> **YOUR ASSIGNMENT**:
Look for the word "image" in the data below, and copy every line that holds it.

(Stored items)
______

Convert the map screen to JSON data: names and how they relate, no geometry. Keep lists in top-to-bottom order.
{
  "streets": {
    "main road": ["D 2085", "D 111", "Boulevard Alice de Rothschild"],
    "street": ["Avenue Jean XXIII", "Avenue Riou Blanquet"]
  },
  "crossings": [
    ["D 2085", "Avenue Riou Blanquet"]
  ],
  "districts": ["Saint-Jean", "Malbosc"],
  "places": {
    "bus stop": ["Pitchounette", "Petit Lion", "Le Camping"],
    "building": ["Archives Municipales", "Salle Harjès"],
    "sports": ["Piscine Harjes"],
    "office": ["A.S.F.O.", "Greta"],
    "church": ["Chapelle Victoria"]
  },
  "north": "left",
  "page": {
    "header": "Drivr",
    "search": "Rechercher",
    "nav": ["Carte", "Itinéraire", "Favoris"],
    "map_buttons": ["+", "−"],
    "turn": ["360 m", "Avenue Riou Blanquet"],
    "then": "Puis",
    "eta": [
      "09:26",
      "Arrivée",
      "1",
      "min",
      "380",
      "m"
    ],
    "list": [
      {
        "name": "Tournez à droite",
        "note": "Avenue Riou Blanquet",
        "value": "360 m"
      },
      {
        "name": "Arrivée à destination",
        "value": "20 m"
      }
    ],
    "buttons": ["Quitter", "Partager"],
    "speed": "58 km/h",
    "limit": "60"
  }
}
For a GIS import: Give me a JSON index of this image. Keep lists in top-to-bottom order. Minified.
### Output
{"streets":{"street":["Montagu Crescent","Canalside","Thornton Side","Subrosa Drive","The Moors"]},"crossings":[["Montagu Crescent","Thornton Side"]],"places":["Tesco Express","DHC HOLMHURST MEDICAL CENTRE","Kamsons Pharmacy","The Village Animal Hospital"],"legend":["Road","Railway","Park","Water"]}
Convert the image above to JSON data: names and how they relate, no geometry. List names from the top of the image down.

______

> **WRITTEN ANSWER**:
For a GIS import: Give me a JSON index of this image. Keep lists in top-to-bottom order. Minified.
Convert the image above to JSON data: names and how they relate, no geometry. List names from the top of the image down.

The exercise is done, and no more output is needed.